* MATERIAL SHOWN *
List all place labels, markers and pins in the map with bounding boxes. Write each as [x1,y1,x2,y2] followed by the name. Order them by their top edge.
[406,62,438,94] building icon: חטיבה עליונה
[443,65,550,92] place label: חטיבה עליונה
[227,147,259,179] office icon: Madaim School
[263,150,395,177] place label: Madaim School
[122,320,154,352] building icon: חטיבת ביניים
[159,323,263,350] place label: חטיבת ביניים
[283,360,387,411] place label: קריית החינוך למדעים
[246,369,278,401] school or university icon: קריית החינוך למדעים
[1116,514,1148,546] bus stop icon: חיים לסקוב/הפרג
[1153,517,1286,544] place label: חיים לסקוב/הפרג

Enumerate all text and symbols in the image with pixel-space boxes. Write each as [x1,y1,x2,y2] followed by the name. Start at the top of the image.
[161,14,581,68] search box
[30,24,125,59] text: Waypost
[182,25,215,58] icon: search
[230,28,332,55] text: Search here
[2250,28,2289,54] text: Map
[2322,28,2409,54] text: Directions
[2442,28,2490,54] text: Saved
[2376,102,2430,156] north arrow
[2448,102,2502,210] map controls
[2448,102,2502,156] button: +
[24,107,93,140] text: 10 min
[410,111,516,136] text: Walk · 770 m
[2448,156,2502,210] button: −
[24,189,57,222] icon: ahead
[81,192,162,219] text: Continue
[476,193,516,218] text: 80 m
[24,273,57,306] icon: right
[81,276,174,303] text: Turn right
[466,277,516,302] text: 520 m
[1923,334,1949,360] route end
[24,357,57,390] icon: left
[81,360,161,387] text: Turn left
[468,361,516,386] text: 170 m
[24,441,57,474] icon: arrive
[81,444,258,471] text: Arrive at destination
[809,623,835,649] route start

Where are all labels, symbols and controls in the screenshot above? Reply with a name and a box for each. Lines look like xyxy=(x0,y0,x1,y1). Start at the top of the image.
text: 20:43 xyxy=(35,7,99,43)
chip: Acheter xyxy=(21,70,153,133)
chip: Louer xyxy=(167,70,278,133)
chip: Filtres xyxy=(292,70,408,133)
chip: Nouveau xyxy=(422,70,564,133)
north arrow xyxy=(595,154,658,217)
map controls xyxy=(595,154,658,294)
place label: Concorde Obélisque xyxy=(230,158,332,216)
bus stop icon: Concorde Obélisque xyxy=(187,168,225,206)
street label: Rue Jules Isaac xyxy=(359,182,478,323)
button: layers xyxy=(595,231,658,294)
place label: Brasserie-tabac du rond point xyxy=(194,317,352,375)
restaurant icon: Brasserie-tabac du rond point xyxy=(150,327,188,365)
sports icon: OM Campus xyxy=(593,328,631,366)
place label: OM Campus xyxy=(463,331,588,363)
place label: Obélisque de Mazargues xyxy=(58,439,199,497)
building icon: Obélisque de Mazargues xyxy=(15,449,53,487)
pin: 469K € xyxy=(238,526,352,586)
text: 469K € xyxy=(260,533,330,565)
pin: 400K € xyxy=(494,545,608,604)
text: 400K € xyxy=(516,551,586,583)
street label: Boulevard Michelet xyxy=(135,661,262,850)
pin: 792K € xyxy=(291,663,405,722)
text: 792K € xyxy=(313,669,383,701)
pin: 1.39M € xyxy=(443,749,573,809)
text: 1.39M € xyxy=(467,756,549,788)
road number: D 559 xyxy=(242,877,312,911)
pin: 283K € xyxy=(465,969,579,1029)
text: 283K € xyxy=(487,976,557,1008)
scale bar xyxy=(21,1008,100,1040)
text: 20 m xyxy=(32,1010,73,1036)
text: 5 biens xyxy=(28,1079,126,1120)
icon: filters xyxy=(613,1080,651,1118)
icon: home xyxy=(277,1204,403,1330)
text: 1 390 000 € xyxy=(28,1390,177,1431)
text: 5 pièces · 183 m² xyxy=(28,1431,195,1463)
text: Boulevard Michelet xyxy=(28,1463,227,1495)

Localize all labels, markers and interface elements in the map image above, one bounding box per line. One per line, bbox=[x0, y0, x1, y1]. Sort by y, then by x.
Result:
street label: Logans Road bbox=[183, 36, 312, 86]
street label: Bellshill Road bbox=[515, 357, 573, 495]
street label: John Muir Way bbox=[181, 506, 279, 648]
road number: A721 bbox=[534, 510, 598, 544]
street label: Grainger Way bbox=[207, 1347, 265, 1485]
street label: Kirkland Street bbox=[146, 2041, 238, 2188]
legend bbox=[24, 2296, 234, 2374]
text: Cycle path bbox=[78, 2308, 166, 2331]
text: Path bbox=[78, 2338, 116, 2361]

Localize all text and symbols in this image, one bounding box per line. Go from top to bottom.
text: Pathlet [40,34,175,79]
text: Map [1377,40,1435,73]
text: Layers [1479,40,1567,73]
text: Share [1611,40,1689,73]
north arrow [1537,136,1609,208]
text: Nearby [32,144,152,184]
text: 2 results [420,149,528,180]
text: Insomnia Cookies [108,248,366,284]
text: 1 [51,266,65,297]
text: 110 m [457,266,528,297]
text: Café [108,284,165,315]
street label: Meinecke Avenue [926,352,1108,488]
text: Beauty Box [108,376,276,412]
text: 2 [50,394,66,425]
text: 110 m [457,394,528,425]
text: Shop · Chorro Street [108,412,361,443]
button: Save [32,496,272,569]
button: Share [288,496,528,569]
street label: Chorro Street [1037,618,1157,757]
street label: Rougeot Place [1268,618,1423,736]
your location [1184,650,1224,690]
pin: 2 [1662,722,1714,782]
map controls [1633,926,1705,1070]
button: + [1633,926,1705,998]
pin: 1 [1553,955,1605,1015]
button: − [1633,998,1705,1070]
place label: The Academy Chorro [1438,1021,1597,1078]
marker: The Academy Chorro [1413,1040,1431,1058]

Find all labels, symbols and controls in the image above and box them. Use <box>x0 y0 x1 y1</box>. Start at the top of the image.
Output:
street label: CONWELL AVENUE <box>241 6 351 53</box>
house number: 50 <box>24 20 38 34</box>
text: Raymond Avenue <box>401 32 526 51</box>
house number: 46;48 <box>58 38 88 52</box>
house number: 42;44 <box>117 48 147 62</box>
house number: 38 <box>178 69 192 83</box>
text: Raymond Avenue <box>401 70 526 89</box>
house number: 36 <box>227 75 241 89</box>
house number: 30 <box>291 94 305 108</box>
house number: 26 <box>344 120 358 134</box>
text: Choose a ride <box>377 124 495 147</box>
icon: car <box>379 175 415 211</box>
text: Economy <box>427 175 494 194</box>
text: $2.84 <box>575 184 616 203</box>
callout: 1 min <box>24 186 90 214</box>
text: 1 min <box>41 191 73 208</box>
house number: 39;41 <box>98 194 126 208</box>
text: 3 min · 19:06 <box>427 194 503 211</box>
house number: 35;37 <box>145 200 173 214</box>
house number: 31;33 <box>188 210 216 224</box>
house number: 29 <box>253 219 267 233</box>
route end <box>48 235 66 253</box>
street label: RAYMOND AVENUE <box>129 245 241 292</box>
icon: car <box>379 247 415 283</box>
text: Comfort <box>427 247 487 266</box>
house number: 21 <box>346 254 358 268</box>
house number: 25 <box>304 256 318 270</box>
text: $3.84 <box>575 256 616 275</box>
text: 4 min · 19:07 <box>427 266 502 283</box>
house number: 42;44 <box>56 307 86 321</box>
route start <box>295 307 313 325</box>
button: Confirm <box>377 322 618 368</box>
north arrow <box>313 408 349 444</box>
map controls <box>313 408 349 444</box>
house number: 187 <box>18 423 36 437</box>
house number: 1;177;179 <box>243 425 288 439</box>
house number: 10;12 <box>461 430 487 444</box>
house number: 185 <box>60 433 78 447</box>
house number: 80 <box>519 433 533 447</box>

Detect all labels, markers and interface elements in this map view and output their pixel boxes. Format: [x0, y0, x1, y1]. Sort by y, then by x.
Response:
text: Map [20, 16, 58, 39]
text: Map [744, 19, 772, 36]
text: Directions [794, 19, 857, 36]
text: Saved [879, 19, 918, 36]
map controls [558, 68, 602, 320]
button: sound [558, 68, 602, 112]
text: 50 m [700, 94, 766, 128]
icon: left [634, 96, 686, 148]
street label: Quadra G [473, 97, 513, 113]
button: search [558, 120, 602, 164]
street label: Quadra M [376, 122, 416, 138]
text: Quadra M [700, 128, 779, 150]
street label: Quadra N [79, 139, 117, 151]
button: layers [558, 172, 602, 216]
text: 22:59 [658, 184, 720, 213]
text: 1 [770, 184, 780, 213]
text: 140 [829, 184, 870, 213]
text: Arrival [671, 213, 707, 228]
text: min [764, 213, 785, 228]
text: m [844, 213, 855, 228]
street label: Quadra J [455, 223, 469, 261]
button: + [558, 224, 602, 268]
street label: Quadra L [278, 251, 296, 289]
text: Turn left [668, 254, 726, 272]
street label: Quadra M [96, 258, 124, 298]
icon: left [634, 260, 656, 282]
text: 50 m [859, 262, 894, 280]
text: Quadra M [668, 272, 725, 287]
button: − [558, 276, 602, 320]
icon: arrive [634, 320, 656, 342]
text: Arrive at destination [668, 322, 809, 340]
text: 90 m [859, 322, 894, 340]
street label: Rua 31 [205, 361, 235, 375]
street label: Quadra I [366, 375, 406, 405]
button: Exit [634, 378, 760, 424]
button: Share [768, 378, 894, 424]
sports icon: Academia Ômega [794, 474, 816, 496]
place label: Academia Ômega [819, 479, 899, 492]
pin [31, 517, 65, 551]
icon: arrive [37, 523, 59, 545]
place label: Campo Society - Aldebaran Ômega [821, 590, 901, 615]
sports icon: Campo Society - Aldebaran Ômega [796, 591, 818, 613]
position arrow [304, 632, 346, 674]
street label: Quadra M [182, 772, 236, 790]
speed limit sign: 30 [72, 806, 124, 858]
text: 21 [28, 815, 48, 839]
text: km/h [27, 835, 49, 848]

* WHAT YOU ARE ASKED TO DO *
A reply should hold exactly the lines from the one containing "Detect all labels, markers" through the end of the data above, nothing more.

* RESULT *
Detect all labels, markers and interface elements in this map view and output their pixel boxes. Format: [x0, y0, x1, y1]. Sort by y, then by x.
Response:
text: Map [20, 16, 58, 39]
text: Map [744, 19, 772, 36]
text: Directions [794, 19, 857, 36]
text: Saved [879, 19, 918, 36]
map controls [558, 68, 602, 320]
button: sound [558, 68, 602, 112]
text: 50 m [700, 94, 766, 128]
icon: left [634, 96, 686, 148]
street label: Quadra G [473, 97, 513, 113]
button: search [558, 120, 602, 164]
street label: Quadra M [376, 122, 416, 138]
text: Quadra M [700, 128, 779, 150]
street label: Quadra N [79, 139, 117, 151]
button: layers [558, 172, 602, 216]
text: 22:59 [658, 184, 720, 213]
text: 1 [770, 184, 780, 213]
text: 140 [829, 184, 870, 213]
text: Arrival [671, 213, 707, 228]
text: min [764, 213, 785, 228]
text: m [844, 213, 855, 228]
street label: Quadra J [455, 223, 469, 261]
button: + [558, 224, 602, 268]
street label: Quadra L [278, 251, 296, 289]
text: Turn left [668, 254, 726, 272]
street label: Quadra M [96, 258, 124, 298]
icon: left [634, 260, 656, 282]
text: 50 m [859, 262, 894, 280]
text: Quadra M [668, 272, 725, 287]
button: − [558, 276, 602, 320]
icon: arrive [634, 320, 656, 342]
text: Arrive at destination [668, 322, 809, 340]
text: 90 m [859, 322, 894, 340]
street label: Rua 31 [205, 361, 235, 375]
street label: Quadra I [366, 375, 406, 405]
button: Exit [634, 378, 760, 424]
button: Share [768, 378, 894, 424]
sports icon: Academia Ômega [794, 474, 816, 496]
place label: Academia Ômega [819, 479, 899, 492]
pin [31, 517, 65, 551]
icon: arrive [37, 523, 59, 545]
place label: Campo Society - Aldebaran Ômega [821, 590, 901, 615]
sports icon: Campo Society - Aldebaran Ômega [796, 591, 818, 613]
position arrow [304, 632, 346, 674]
street label: Quadra M [182, 772, 236, 790]
speed limit sign: 30 [72, 806, 124, 858]
text: 21 [28, 815, 48, 839]
text: km/h [27, 835, 49, 848]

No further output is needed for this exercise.